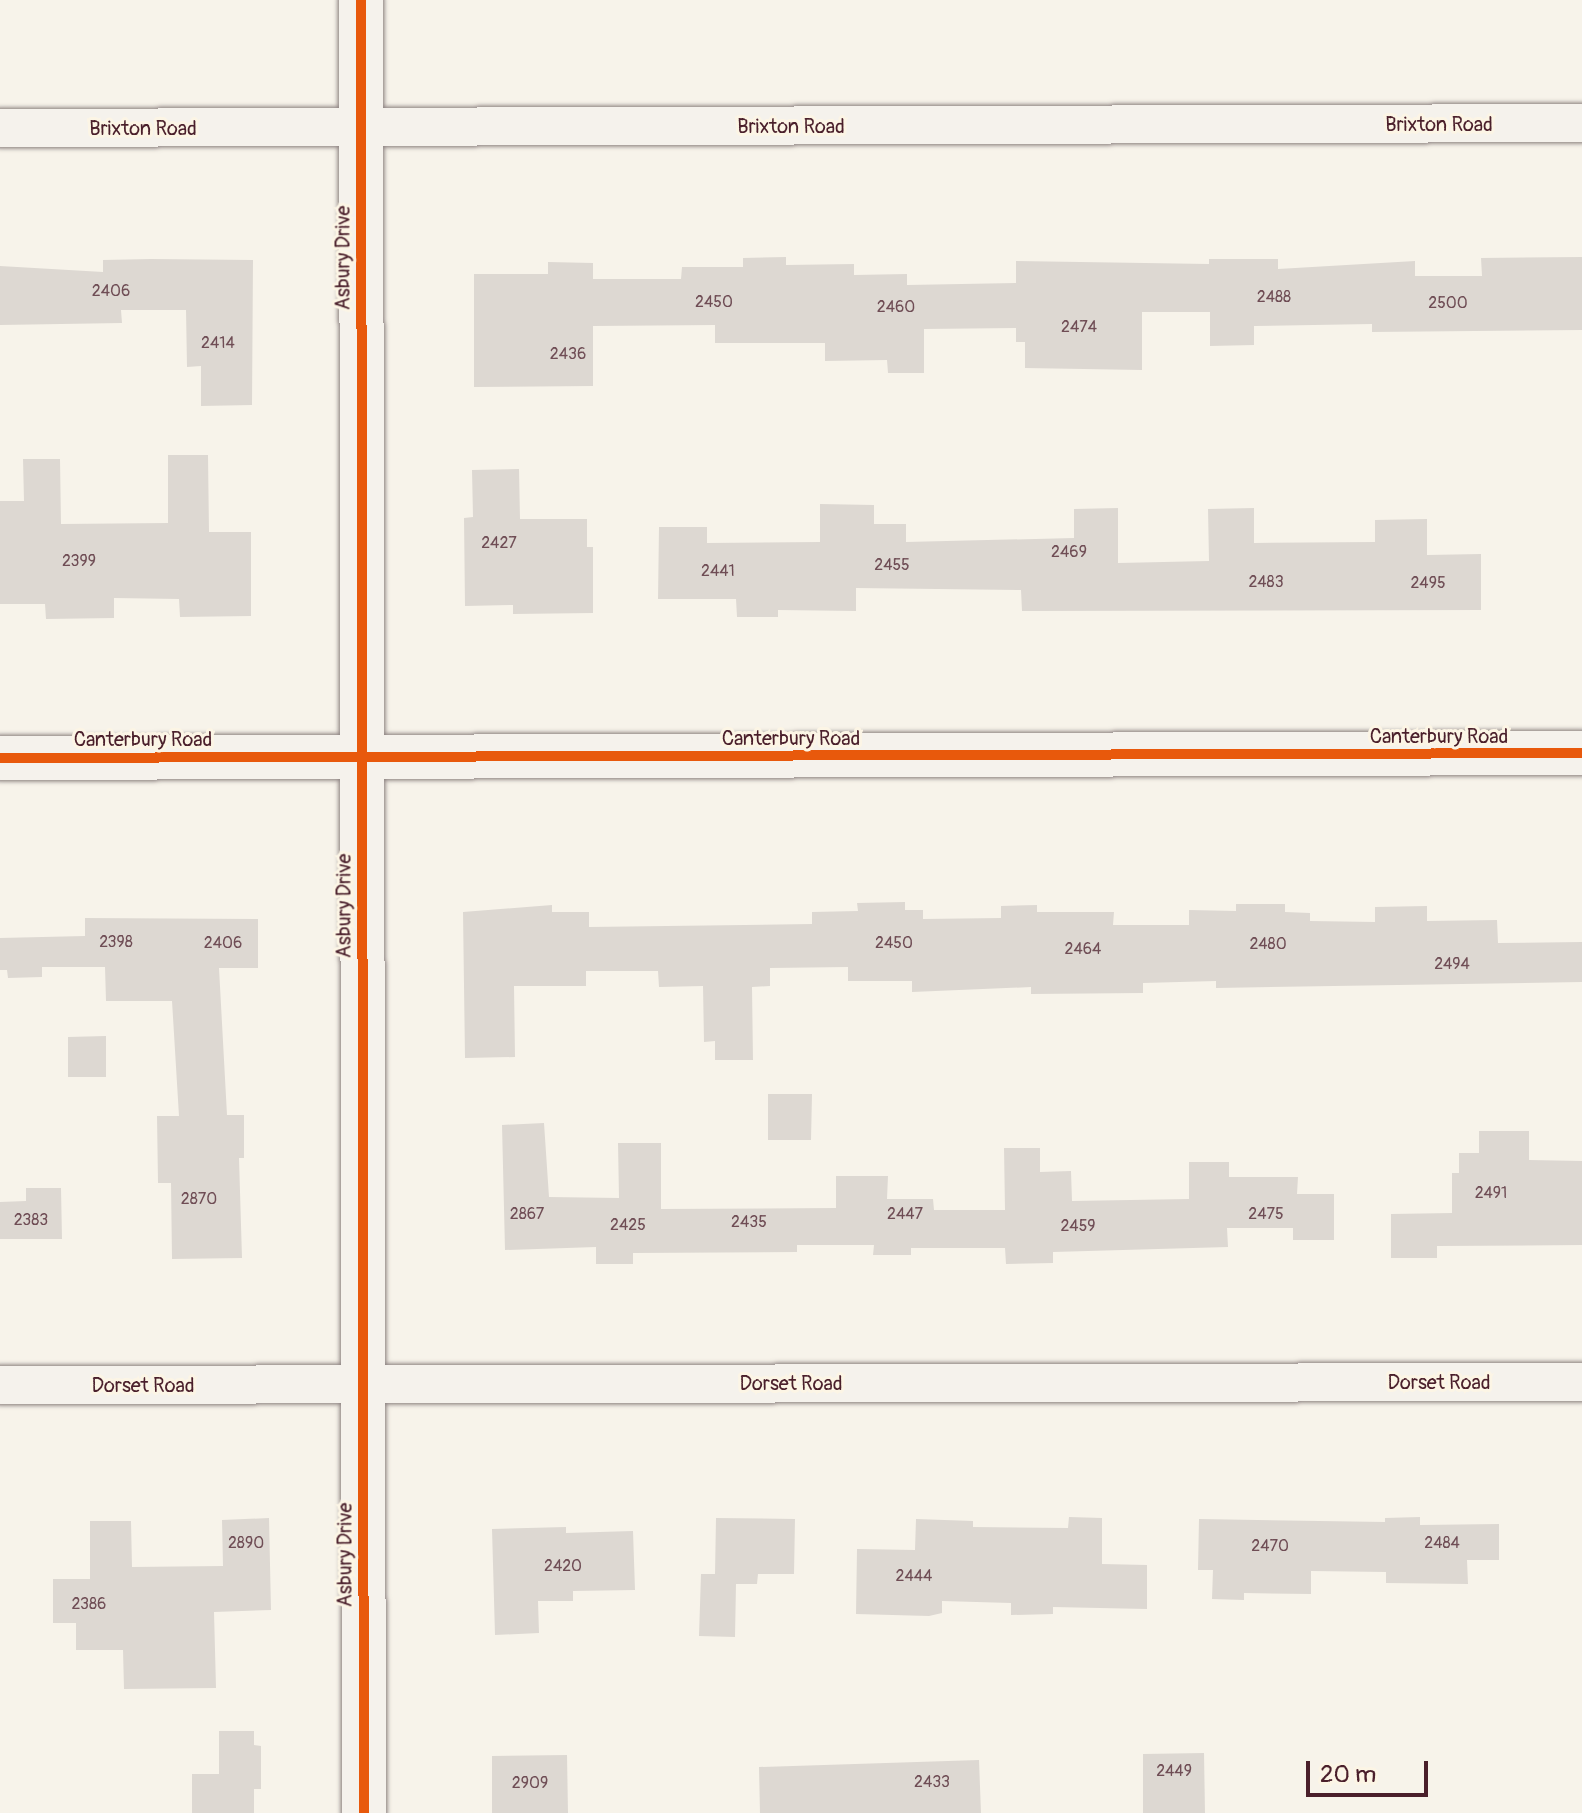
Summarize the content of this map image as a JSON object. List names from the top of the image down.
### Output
{
  "streets": {
    "street": [
      "Brixton Road",
      "Asbury Drive",
      "Canterbury Road",
      "Dorset Road"
    ]
  },
  "crossings": [
    ["Brixton Road", "Asbury Drive"],
    ["Asbury Drive", "Canterbury Road"],
    ["Asbury Drive", "Dorset Road"]
  ],
  "house_numbers": [
    "2406",
    "2488",
    "2450",
    "2500",
    "2460",
    "2474",
    "2414",
    "2436",
    "2427",
    "2469",
    "2399",
    "2455",
    "2441",
    "2483",
    "2495",
    "2398",
    "2406",
    "2450",
    "2480",
    "2464",
    "2494",
    "2491",
    "2870",
    "2867",
    "2447",
    "2475",
    "2383",
    "2435",
    "2425",
    "2459",
    "2890",
    "2484",
    "2470",
    "2420",
    "2444",
    "2386",
    "2449",
    "2433",
    "2909"
  ],
  "scale_bar": "20 m"
}
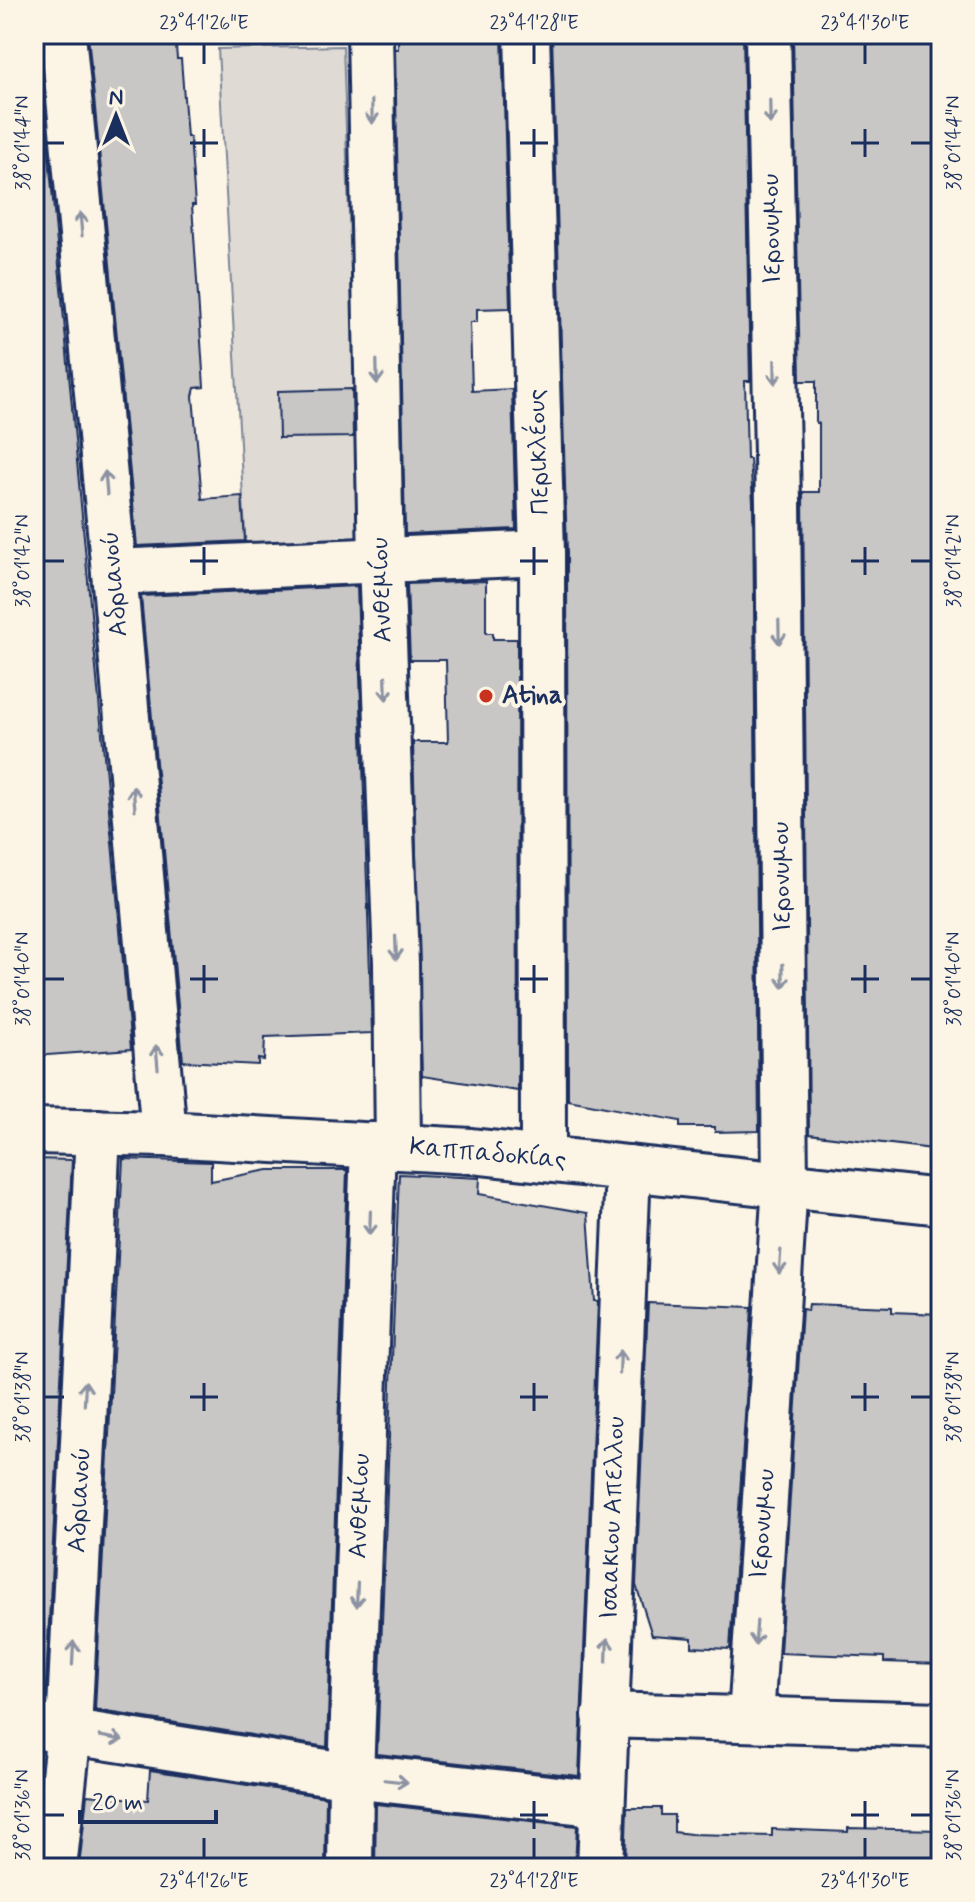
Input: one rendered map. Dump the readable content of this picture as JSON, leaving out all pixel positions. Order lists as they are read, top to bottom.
{
  "streets": {
    "street": [
      "Ιερονυμου",
      "Περικλέους",
      "Αδριανού",
      "Ανθεμίου",
      "Καππαδοκίας",
      "Ισαακιου Απελλου"
    ]
  },
  "crossings": [
    ["Ιερονυμου", "Καππαδοκίας"],
    ["Περικλέους", "Καππαδοκίας"],
    ["Αδριανού", "Καππαδοκίας"],
    ["Ανθεμίου", "Καππαδοκίας"],
    ["Καππαδοκίας", "Ισαακιου Απελλου"]
  ],
  "one_way": [
    "Ιερονυμου",
    "Αδριανού",
    "Ανθεμίου",
    "Ισαακιου Απελλου"
  ],
  "places": ["Atina"],
  "scale_bar": "20 m",
  "north": "top",
  "coordinates": [
    "23°41'26\"E",
    "23°41'28\"E",
    "23°41'30\"E",
    "38°01'44\"N",
    "38°01'42\"N",
    "38°01'40\"N",
    "38°01'38\"N",
    "38°01'36\"N"
  ]
}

- About this task -
Retype the entire listing exactly as it appears, dropping only the pictures.

- Finished exercise -
Summarize the content of this map image as a JSON object. List names from the top of the image down.
### Output
{
  "streets": {
    "street": [
      "Brixton Road",
      "Asbury Drive",
      "Canterbury Road",
      "Dorset Road"
    ]
  },
  "crossings": [
    ["Brixton Road", "Asbury Drive"],
    ["Asbury Drive", "Canterbury Road"],
    ["Asbury Drive", "Dorset Road"]
  ],
  "house_numbers": [
    "2406",
    "2488",
    "2450",
    "2500",
    "2460",
    "2474",
    "2414",
    "2436",
    "2427",
    "2469",
    "2399",
    "2455",
    "2441",
    "2483",
    "2495",
    "2398",
    "2406",
    "2450",
    "2480",
    "2464",
    "2494",
    "2491",
    "2870",
    "2867",
    "2447",
    "2475",
    "2383",
    "2435",
    "2425",
    "2459",
    "2890",
    "2484",
    "2470",
    "2420",
    "2444",
    "2386",
    "2449",
    "2433",
    "2909"
  ],
  "scale_bar": "20 m"
}
Input: one rendered map. Dump the readable content of this picture as JSON, leaving out all pixel positions. Order lists as they are read, top to bottom.
{
  "streets": {
    "street": [
      "Ιερονυμου",
      "Περικλέους",
      "Αδριανού",
      "Ανθεμίου",
      "Καππαδοκίας",
      "Ισαακιου Απελλου"
    ]
  },
  "crossings": [
    ["Ιερονυμου", "Καππαδοκίας"],
    ["Περικλέους", "Καππαδοκίας"],
    ["Αδριανού", "Καππαδοκίας"],
    ["Ανθεμίου", "Καππαδοκίας"],
    ["Καππαδοκίας", "Ισαακιου Απελλου"]
  ],
  "one_way": [
    "Ιερονυμου",
    "Αδριανού",
    "Ανθεμίου",
    "Ισαακιου Απελλου"
  ],
  "places": ["Atina"],
  "scale_bar": "20 m",
  "north": "top",
  "coordinates": [
    "23°41'26\"E",
    "23°41'28\"E",
    "23°41'30\"E",
    "38°01'44\"N",
    "38°01'42\"N",
    "38°01'40\"N",
    "38°01'38\"N",
    "38°01'36\"N"
  ]
}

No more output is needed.